Would you please return every line from the listing that contains the word "index"?

Data for analysis
Content starts
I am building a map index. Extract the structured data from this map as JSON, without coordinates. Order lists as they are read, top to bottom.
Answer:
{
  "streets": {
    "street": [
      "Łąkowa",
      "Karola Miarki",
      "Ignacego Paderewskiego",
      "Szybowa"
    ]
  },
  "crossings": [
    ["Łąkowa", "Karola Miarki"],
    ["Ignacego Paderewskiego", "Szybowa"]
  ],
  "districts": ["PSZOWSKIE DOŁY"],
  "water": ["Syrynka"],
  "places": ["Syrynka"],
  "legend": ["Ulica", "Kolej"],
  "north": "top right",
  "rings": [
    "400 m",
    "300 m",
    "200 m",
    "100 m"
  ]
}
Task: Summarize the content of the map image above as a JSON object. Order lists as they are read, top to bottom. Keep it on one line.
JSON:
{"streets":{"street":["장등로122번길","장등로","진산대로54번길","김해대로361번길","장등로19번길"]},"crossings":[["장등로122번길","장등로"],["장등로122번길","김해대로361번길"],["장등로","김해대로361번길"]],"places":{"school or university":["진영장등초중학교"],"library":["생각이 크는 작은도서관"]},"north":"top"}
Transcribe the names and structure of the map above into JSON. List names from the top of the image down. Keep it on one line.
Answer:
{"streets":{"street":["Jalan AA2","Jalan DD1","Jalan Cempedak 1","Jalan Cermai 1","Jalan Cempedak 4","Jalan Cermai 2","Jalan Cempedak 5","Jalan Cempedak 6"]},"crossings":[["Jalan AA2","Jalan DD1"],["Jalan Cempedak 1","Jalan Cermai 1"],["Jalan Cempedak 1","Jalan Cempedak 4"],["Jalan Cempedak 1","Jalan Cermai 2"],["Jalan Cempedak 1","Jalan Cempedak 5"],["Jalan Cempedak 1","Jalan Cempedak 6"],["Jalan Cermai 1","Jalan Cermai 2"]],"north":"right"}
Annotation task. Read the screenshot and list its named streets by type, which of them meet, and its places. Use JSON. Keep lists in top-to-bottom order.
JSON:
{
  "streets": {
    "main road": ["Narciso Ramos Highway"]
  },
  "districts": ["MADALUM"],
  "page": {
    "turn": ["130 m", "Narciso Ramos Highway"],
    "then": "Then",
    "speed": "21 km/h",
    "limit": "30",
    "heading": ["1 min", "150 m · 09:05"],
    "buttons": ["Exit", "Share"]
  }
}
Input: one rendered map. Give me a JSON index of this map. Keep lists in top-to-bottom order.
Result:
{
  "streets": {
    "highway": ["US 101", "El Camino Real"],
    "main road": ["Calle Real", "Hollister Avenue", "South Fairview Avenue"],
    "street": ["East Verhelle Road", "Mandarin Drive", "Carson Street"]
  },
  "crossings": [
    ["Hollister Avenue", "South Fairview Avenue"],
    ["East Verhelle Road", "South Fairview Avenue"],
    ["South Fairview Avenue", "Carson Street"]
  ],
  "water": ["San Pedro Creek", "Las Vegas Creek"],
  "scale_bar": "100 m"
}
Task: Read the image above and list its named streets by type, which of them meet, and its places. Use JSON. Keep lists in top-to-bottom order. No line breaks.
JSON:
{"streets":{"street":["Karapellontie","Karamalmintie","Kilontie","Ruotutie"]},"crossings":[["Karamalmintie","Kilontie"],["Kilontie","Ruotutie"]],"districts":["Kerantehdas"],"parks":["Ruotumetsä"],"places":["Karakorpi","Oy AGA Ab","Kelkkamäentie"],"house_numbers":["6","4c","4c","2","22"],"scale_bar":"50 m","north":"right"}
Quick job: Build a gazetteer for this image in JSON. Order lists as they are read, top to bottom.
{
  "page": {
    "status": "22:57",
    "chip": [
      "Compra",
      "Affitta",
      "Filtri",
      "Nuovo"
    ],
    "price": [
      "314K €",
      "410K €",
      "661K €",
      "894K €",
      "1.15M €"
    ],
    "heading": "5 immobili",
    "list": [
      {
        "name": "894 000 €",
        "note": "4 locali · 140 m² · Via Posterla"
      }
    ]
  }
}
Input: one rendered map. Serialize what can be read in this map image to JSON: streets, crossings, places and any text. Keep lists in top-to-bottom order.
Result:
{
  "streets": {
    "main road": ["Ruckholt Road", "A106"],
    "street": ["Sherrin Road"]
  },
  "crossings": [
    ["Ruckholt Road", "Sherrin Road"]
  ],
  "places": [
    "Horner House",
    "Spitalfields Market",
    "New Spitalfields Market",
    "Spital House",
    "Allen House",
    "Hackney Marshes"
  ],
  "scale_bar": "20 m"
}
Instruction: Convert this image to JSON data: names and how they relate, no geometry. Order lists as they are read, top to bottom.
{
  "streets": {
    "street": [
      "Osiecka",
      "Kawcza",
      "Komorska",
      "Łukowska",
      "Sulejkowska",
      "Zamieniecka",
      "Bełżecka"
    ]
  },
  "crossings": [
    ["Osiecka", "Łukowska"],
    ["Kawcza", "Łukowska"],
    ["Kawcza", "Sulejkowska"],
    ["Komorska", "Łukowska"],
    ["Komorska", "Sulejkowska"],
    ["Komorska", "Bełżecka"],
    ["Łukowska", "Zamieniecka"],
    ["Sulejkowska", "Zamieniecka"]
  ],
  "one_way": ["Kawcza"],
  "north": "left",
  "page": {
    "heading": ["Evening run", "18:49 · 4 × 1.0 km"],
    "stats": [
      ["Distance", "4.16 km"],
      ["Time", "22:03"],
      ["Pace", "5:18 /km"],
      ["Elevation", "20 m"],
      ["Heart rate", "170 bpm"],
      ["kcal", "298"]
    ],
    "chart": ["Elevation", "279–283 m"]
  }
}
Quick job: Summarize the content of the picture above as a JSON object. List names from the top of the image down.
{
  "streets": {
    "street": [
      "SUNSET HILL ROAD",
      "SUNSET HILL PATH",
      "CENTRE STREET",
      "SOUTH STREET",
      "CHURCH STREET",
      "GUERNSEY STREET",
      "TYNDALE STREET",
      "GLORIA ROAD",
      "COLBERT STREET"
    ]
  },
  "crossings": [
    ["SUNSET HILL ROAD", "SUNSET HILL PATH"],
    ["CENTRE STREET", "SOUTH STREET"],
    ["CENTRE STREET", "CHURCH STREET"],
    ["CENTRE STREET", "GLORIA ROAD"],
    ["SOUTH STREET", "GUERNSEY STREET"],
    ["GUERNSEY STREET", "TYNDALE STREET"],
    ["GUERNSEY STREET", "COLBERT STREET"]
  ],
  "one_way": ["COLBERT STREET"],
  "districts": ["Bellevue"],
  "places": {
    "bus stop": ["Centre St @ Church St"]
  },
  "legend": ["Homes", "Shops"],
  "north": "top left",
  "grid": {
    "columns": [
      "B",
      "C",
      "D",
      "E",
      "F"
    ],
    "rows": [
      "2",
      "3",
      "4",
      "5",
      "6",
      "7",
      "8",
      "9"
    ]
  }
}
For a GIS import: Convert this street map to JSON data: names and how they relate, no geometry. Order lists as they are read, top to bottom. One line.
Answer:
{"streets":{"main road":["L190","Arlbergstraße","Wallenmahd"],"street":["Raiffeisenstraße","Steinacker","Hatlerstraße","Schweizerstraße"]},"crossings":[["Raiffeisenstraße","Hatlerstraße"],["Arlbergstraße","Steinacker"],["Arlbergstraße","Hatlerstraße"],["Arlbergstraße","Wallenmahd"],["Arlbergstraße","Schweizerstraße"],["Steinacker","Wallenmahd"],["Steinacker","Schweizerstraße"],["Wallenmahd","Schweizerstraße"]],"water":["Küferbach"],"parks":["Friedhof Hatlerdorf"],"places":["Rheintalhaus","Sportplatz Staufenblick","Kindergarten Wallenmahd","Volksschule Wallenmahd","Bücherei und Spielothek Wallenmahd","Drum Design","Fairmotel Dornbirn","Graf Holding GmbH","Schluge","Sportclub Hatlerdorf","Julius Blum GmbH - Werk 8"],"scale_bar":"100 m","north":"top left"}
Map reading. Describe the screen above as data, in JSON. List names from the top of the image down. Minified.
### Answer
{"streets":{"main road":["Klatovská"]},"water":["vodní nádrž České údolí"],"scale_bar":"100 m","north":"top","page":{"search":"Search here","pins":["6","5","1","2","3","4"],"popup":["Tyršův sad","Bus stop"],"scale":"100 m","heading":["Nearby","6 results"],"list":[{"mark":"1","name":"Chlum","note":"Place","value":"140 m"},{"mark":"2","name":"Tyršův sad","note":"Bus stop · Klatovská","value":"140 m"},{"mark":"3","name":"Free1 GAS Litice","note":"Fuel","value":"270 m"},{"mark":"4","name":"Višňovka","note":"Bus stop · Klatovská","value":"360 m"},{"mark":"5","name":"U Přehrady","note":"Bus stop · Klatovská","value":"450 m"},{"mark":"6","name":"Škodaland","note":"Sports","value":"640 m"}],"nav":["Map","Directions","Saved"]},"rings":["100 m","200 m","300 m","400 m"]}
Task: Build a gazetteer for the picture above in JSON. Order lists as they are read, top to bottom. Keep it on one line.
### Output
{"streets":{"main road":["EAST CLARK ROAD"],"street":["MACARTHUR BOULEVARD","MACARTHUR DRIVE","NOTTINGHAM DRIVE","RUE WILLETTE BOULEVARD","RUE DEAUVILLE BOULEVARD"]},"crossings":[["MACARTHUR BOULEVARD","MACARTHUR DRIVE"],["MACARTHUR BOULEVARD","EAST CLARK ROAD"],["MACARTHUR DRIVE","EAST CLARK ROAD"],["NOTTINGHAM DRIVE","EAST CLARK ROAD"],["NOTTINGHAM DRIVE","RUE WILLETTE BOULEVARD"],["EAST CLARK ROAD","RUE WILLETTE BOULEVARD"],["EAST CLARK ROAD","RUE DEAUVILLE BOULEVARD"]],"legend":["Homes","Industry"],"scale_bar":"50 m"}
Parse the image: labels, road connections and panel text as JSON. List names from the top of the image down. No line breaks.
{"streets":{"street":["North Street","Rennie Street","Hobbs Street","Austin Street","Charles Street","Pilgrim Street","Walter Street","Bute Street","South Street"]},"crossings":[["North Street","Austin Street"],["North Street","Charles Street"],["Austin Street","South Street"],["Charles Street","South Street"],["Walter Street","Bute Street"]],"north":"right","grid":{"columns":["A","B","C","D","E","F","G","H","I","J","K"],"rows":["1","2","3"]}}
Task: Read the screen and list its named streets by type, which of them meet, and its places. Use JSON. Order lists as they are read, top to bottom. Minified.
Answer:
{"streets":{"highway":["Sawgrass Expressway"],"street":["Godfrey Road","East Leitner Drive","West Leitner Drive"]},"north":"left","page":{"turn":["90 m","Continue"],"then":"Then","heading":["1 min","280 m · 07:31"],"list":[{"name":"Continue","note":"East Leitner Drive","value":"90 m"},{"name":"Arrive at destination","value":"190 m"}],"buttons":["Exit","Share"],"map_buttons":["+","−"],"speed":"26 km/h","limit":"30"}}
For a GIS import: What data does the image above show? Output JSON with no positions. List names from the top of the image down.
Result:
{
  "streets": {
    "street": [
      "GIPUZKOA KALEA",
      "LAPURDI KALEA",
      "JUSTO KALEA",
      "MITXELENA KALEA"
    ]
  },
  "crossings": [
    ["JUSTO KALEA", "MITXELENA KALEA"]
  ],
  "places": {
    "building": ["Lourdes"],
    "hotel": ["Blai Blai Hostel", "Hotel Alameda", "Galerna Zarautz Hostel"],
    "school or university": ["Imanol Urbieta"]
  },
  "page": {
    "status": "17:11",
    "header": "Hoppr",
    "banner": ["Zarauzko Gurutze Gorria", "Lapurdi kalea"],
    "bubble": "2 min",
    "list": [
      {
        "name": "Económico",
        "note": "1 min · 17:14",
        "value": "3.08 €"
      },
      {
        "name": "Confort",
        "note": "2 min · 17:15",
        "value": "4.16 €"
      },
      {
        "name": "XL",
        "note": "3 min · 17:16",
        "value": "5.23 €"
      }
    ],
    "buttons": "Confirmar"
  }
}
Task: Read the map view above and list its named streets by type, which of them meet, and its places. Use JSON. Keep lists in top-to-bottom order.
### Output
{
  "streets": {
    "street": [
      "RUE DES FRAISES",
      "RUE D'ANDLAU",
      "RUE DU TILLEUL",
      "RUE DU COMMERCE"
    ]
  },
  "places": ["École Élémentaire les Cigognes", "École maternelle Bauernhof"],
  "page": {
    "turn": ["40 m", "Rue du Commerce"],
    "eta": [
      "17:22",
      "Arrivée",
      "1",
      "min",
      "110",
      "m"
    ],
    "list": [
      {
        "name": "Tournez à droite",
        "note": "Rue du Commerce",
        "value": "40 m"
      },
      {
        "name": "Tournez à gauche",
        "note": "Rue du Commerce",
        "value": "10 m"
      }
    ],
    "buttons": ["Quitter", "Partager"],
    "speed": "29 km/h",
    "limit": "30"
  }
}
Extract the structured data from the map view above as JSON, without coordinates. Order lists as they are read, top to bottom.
Content ends
Exercise output
I am building a map index. Extract the structured data from this map as JSON, without coordinates. Order lists as they are read, top to bottom.
Input: one rendered map. Give me a JSON index of this map. Keep lists in top-to-bottom order.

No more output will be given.